C’est la première fois qu’un pays de l’Union veut la quitter. Le développement de l’illibéralisme de quelques pays pose la question de la signification de l’appartenance à l’Union Européenne. Les tensions Nord-Sud au sein de l’Union sur fond de méfiance réciproque ne permettent plus d’avancer dans la construction d’une zone euro, pourtant aujourd’hui encore bancale. Les pays du Nord craignent le non-respect des règles, notamment budgétaires, de vie en commun par ceux du Sud. Ceux du Sud, le manque de solidarité et une sorte de mépris de la part de ceux du Nord. Avec bien entendu, en point d’orgue, l’arrivée au pouvoir en Italie d’une coalition hétéroclite des extrêmes.
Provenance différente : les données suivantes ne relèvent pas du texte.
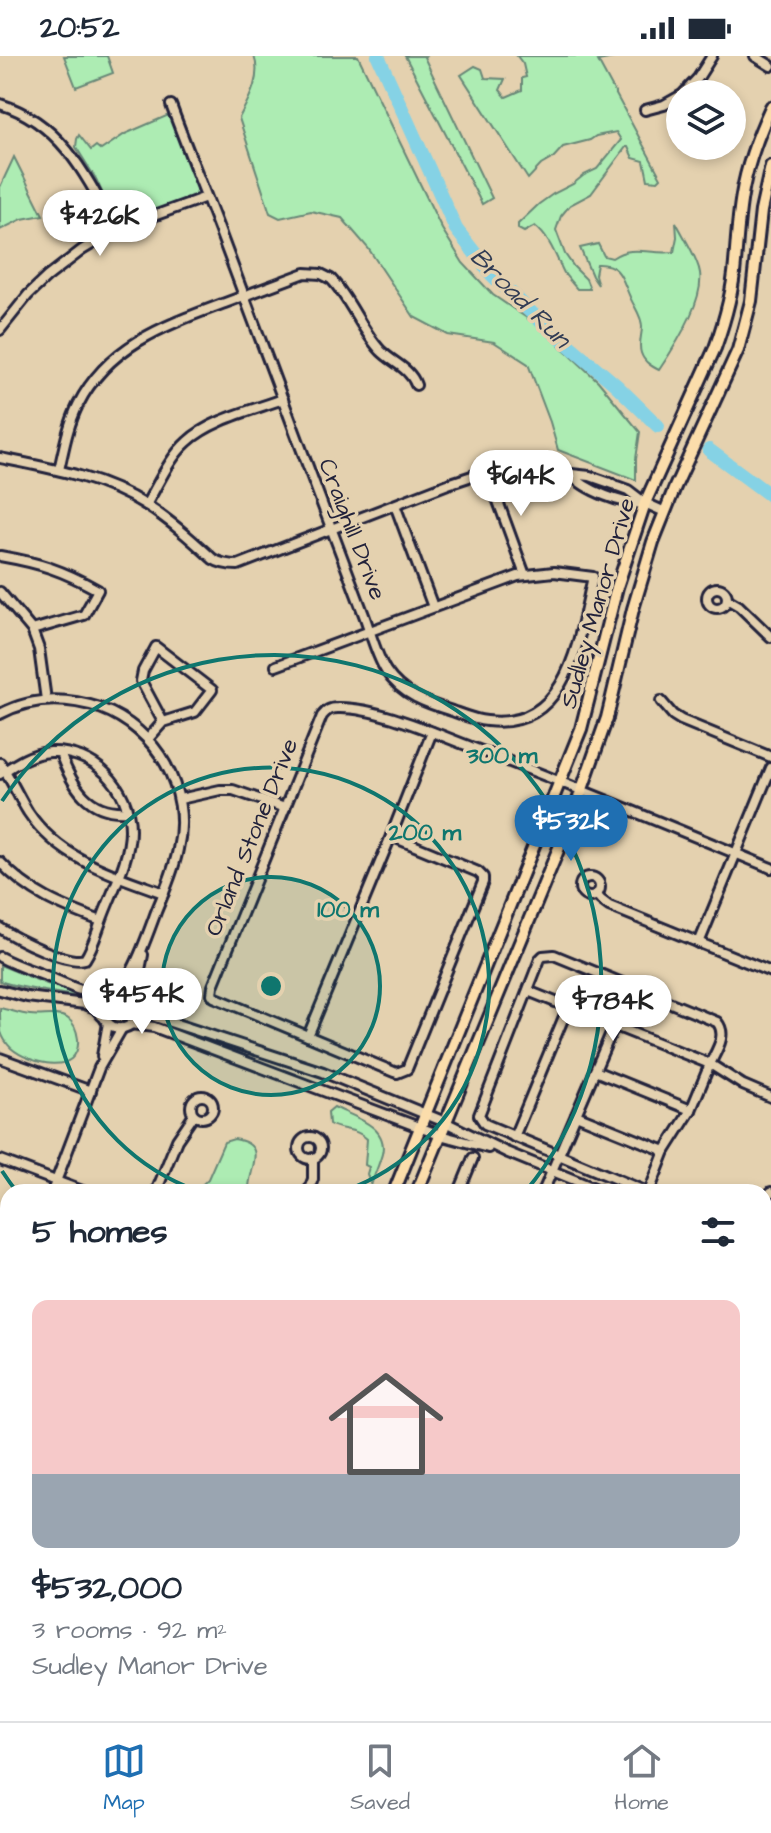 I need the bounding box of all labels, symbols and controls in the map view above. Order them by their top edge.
text: 20:52 [40,7,120,49]
map controls [666,80,746,160]
button: layers [666,80,746,160]
pin: $426K [44,190,156,258]
text: $426K [60,198,140,234]
water label: Broad Run [462,239,580,358]
pin: $614K [465,450,577,518]
street label: Craighill Drive [309,454,395,605]
text: $614K [487,458,555,494]
street label: Sudley Manor Drive [552,494,645,713]
street label: Orland Stone Drive [197,733,307,941]
text: 300 m [466,739,538,773]
pin: $532K [515,795,627,863]
text: $532K [533,803,609,839]
text: 200 m [388,816,461,850]
text: 100 m [317,893,379,927]
pin: $454K [86,968,198,1036]
centre of rings [257,972,285,1000]
pin: $784K [557,975,669,1043]
text: $454K [100,976,184,1012]
text: $784K [573,983,653,1019]
text: 5 homes [32,1208,168,1256]
icon: filters [696,1210,740,1254]
icon: home [314,1352,458,1496]
text: $532,000 [32,1564,182,1612]
text: 3 rooms · 92 m² [32,1612,227,1648]
text: Sudley Manor Drive [32,1648,268,1684]
tab: Map [102,1739,146,1818]
tab: Saved [350,1739,410,1818]
tab: Home [614,1739,669,1818] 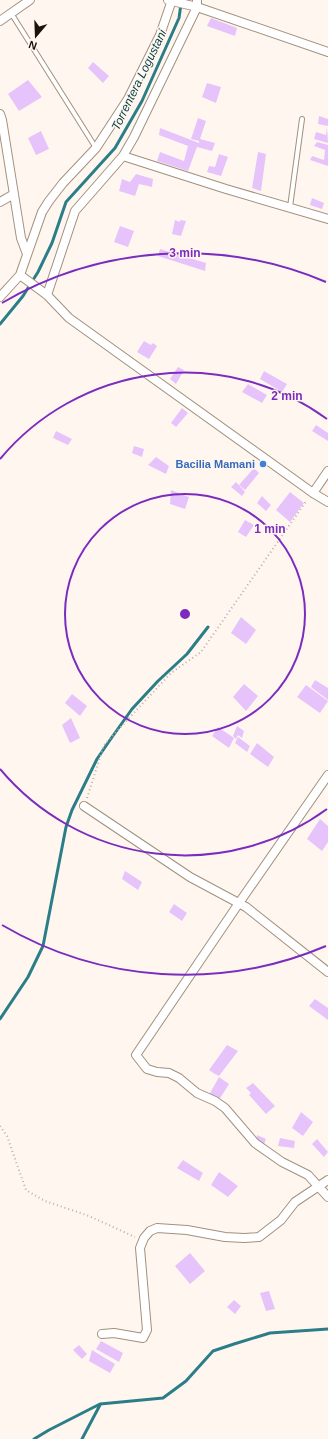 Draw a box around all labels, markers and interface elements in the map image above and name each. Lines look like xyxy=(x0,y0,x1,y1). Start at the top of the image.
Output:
north arrow xyxy=(16,16,56,56)
water label: Torrentera Logustani xyxy=(109,27,170,133)
text: N xyxy=(27,38,38,52)
text: 3 min xyxy=(169,246,201,260)
text: 2 min xyxy=(271,389,303,403)
place label: Bacilia Mamani xyxy=(176,458,255,470)
marker: Bacilia Mamani xyxy=(258,459,268,469)
text: 1 min xyxy=(254,522,286,536)
centre of rings xyxy=(178,607,192,621)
En outre, même si l’Europe n’en a en rien l’exclusivité, on assiste partout en Europe à la montée de mouvements populistes, recherchant des solutions simplistes à des problèmes réels et des boucs émissaires faciles. Ces mouvements sont la manifestation politique et électorale d’une demande d’identité, de sécurité et de protection. Conséquence elle-même, en Europe comme ailleurs, de la peur d’un affaiblissement des classes moyennes et d’une réponse perçue comme inadéquate ou insuffisante de la part des gouvernements. Mondialisation, révolution technologique, immigration mal maîtrisée et terrorisme islamiste sont les ferments de cette inquiétude. Le tout sur fond d’une déconstruction progressive des organisations multilatérales et des règles et principes de la communauté des nations établis après-guerre. Donc d’une montée de jeux non coopératifs potentiellement très dangereux. Qu’ils soient par exemple ceux des Etats- unis, proclamant qu’ « America first » est leur unique objectif, ou ceux à plus petite échelle de l’Italie qui présente une politique budgétaire dangereuse pour la zone euro ou, d’une certaine manière et dans un style opposé, de l’Allemagne, qui affiche depuis des années un excédent courant d’un niveau anormalement élevé.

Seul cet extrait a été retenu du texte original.